SHA-1 is the oldest of the family SHA cryptographic algorithm: developed by the NSA, since 2005 was considered theoretically insecure, a...
SHA-1 is the oldest of the family SHA cryptographic algorithm: developed by the NSA, since 2005 was considered theoretically insecure, and from 2011 it is not advisable to use.
Nevertheless, it is still widely used, although more secure versions, such as SHA-256, and giants like Google have started since 2014 to give support to this old standard are available.
Just as Google now comes the most serious reason to completely abandon SHA-1: the Mountain View engineers are in fact able to "pierce" the algorithm.
The SHA algorithms are widely used to create the password hashes: for example when you register at a site and enter a password, the site does not store type characters in your database but a unique sequence of letters and numbers - called just hashes - generated from the password itself.
The method for generating the hash ensures that this can not go back to the original characters. Then when the user wants to be identified and enters the password, the system generates a new hash from this and make sure it matches with the one in the database: if the test is positive, access is granted.
Now that Google has managed to do is not get the password from the hash. Instead, she gave birth to a collision, namely spawned two identical hash from two different PDF files.
To illustrate when made, Google has created a special website with the two files that give rise to the same hash.

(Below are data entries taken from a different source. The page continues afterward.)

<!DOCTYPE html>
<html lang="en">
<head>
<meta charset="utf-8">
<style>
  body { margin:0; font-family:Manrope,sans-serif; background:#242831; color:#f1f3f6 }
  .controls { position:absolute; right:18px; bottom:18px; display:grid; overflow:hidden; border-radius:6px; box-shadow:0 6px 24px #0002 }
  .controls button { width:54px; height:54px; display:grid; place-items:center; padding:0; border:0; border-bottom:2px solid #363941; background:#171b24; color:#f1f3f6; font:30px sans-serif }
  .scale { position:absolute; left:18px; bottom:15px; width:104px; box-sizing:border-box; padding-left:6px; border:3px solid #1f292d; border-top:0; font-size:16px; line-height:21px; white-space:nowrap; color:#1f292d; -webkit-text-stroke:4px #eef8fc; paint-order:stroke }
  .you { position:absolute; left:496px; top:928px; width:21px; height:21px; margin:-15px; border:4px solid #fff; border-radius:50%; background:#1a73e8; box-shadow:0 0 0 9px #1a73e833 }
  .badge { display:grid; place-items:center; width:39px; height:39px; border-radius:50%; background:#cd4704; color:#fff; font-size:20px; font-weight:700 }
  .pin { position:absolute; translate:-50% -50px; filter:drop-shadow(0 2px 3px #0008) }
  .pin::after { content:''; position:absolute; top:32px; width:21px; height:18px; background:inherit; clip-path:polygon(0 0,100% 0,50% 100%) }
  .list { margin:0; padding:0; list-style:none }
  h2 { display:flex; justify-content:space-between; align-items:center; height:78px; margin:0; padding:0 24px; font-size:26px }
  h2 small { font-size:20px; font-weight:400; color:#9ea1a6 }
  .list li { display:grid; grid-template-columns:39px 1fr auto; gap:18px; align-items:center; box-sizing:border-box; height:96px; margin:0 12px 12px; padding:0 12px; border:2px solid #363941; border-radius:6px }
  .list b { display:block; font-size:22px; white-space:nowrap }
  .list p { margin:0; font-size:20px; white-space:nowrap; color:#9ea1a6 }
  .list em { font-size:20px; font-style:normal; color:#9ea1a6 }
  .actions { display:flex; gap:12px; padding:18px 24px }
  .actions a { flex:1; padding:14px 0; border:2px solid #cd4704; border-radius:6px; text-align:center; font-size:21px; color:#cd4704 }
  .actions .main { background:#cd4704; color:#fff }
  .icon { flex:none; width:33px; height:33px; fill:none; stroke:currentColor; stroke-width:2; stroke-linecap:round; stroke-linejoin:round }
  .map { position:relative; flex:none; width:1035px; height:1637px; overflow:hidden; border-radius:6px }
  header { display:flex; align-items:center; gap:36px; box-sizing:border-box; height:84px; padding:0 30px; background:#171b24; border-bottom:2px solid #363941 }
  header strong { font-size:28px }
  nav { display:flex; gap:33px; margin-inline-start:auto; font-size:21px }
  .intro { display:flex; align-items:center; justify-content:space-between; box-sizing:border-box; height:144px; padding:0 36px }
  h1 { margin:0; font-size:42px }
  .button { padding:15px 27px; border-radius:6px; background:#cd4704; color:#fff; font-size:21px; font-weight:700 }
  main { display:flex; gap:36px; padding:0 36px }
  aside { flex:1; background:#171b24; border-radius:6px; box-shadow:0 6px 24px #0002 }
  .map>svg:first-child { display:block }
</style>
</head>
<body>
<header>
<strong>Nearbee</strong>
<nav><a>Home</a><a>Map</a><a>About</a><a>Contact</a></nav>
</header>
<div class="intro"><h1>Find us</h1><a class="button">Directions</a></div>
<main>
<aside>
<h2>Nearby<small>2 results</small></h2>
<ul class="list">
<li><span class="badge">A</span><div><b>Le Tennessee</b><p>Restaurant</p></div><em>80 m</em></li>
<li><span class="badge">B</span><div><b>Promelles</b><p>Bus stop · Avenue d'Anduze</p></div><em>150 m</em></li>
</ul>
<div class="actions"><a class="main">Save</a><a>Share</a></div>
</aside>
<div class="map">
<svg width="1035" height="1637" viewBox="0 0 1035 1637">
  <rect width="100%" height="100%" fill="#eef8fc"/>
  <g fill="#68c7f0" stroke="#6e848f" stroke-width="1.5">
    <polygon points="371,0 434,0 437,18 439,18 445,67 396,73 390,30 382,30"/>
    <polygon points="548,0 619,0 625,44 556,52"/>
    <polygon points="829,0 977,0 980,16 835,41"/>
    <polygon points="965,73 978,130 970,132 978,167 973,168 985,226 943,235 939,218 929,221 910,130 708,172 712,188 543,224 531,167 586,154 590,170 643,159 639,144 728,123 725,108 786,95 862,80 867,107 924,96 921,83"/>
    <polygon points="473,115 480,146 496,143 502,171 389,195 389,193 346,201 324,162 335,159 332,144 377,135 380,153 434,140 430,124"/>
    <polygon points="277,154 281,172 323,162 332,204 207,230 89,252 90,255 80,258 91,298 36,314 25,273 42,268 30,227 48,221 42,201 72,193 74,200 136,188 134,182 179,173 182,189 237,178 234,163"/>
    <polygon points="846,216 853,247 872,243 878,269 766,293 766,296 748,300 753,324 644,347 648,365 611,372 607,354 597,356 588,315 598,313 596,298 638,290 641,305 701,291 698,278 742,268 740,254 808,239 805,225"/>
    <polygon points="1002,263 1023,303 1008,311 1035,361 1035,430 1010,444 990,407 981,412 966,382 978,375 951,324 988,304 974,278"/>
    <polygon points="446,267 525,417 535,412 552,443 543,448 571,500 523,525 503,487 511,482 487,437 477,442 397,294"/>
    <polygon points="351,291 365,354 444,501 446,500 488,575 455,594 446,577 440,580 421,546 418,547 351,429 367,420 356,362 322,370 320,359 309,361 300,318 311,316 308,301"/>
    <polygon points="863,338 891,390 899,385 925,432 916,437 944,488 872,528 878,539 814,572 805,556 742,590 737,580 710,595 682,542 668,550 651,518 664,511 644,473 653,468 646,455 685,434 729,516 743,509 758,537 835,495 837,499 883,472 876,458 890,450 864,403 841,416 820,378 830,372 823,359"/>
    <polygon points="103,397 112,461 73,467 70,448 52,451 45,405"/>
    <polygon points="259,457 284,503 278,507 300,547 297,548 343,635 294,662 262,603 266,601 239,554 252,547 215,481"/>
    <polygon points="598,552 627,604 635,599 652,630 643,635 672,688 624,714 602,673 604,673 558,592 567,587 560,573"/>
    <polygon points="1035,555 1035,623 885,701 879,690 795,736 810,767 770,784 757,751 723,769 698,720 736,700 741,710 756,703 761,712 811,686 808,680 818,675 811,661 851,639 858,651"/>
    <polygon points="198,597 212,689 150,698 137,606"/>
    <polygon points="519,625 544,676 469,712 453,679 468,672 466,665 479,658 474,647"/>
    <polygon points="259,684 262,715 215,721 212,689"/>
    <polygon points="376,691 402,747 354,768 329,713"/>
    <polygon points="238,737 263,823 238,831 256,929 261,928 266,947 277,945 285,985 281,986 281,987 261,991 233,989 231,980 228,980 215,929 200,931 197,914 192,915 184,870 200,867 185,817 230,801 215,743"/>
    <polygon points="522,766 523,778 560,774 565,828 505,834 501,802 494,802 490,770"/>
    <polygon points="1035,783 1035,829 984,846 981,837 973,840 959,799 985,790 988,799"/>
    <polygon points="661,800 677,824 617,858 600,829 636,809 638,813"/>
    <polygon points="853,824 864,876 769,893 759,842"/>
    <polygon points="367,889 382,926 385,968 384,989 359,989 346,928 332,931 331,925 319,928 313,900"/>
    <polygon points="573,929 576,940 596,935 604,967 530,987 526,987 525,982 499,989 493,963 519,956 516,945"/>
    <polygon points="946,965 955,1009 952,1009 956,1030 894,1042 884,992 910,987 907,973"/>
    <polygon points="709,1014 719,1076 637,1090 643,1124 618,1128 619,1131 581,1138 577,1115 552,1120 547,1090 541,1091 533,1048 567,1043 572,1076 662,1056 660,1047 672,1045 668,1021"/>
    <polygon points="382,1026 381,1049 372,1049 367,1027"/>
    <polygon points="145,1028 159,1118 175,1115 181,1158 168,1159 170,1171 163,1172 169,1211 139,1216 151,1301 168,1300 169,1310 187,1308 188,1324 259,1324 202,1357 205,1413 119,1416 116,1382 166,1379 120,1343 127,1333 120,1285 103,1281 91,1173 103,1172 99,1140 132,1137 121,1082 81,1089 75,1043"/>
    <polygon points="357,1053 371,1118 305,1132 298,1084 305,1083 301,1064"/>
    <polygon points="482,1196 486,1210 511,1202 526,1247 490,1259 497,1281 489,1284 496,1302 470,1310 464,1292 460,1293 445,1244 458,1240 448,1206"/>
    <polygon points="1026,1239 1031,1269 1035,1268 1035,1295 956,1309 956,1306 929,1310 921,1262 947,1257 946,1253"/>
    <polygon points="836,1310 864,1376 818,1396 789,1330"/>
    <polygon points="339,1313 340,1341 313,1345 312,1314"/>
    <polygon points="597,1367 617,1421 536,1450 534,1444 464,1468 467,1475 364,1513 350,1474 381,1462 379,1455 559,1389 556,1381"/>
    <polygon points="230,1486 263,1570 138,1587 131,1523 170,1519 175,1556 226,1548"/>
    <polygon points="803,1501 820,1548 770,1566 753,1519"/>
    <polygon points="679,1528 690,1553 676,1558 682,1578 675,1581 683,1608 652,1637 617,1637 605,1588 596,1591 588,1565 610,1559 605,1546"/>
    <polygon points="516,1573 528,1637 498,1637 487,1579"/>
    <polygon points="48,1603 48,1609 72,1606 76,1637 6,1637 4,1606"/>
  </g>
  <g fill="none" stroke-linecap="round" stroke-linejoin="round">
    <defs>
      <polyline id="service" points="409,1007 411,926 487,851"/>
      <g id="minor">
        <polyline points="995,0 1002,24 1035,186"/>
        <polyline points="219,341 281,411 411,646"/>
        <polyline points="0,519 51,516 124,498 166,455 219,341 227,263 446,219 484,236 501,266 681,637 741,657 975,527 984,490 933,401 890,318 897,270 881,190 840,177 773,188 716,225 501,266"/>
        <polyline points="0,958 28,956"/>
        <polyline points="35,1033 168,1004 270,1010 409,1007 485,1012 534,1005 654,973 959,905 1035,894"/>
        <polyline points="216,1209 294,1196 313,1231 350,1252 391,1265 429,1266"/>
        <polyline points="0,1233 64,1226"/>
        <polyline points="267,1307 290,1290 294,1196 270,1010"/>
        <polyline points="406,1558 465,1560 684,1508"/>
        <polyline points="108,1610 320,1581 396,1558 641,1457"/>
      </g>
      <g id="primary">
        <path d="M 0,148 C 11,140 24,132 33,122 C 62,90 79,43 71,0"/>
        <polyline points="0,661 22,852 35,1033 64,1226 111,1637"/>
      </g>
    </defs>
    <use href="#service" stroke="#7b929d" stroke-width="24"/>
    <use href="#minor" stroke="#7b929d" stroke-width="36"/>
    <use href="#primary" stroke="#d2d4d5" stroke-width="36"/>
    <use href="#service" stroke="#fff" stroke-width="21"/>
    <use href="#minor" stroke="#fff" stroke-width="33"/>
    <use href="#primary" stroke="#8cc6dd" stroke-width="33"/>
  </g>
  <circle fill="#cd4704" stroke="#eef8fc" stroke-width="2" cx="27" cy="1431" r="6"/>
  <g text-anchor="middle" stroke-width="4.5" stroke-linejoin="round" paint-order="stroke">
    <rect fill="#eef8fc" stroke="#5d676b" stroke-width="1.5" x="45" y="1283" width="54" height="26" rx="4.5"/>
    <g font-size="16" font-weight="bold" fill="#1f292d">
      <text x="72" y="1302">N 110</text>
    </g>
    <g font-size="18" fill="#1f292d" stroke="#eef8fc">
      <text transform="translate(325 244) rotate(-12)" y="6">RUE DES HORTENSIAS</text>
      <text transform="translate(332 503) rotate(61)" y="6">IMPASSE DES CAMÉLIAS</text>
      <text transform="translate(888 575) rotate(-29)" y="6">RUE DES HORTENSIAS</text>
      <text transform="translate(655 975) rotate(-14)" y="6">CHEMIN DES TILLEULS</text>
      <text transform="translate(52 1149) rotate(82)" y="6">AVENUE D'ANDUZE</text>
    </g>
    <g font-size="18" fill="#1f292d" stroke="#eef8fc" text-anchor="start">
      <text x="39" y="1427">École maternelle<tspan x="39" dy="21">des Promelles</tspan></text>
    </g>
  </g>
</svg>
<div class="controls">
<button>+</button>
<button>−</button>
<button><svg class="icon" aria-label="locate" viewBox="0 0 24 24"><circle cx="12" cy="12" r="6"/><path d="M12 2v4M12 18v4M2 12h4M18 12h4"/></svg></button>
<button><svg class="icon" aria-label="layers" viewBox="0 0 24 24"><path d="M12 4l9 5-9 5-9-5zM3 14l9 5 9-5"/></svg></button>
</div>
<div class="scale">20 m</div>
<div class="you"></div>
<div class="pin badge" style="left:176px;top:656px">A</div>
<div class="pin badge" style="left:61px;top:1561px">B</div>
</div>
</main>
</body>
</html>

It is true that in order to achieve the result it was necessary to have a considerable computing power: the attack - says Google - took more than 9 trillion calculations SHA, namely "an equivalent computing power of 6,500 years of calculations with a single CPU and 110 years of calculations with a single GPU. "
It is however clear that the very possibility that such a thing could happen mini behind the credibility of the SHA-1 system and a requirement to move as soon as possible in one of the safest successors.
At risk are not only websites but also passwords digital certificates, PGP / GPG signatures, transactions with credit cards, the integrity check of the file systems, and all those cases where identification is needed safety.
It is no coincidence that since January, the Google Chrome browser you consider insecure any site protected by SHA-1, and that Firefox is being preparing to do the same.
Before revealing the code used for the attack, Google will wait 90 days, giving you time to those who must upgrade to more secure cryptographic standards to provide.